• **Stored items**
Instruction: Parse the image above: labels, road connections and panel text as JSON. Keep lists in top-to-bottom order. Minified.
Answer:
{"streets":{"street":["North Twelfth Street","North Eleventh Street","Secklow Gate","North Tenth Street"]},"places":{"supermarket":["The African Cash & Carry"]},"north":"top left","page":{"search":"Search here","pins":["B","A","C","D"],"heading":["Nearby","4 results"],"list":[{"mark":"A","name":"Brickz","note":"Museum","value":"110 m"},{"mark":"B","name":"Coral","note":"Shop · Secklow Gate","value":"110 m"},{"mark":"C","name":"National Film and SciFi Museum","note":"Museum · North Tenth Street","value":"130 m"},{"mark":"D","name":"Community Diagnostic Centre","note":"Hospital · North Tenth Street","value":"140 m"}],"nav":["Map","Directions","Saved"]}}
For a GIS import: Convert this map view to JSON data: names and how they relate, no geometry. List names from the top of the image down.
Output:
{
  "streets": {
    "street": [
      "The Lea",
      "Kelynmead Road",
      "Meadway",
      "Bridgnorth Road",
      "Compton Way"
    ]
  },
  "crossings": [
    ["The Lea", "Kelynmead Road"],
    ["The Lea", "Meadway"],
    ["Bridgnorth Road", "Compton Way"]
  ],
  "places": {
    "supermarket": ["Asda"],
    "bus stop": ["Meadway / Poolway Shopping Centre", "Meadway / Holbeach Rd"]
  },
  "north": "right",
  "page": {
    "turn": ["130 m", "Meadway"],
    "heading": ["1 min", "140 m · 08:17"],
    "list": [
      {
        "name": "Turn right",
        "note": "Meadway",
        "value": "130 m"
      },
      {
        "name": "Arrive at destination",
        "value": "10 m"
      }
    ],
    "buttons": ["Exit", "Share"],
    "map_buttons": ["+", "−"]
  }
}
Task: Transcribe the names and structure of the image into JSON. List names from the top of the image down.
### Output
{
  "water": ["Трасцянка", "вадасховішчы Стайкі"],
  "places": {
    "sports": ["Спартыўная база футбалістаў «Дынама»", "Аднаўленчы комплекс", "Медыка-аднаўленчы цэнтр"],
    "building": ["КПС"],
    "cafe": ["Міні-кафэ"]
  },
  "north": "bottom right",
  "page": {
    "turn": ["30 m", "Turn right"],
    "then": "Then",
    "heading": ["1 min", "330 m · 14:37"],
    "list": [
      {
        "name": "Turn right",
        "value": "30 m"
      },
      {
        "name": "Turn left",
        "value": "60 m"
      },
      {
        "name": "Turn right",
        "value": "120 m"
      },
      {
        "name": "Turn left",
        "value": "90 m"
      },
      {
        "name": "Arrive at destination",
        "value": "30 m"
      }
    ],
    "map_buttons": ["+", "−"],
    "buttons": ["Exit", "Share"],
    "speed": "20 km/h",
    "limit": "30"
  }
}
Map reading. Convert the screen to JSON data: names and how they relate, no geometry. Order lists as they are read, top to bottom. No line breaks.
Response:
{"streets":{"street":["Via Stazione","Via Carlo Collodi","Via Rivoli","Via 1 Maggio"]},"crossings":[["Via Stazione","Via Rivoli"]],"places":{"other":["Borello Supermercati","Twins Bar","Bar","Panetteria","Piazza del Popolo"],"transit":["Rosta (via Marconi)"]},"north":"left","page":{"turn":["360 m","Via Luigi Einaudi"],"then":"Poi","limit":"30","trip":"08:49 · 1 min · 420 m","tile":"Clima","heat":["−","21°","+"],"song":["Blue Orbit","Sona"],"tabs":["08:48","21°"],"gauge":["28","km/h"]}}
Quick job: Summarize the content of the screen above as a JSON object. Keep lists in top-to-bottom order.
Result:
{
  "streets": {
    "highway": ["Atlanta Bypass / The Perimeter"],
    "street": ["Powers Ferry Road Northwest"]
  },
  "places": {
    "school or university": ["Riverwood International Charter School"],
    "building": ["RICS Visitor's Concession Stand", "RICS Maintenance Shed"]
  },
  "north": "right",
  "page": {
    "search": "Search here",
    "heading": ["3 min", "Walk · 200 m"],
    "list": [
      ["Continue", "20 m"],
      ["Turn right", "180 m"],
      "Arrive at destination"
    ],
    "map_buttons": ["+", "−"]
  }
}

• **Work to complete**
The word to look for is "image"; copy out every line of the entries that holds it.

• **Response**
Instruction: Parse the image above: labels, road connections and panel text as JSON. Keep lists in top-to-bottom order. Minified.
For a GIS import: Convert this map view to JSON data: names and how they relate, no geometry. List names from the top of the image down.
Task: Transcribe the names and structure of the image into JSON. List names from the top of the image down.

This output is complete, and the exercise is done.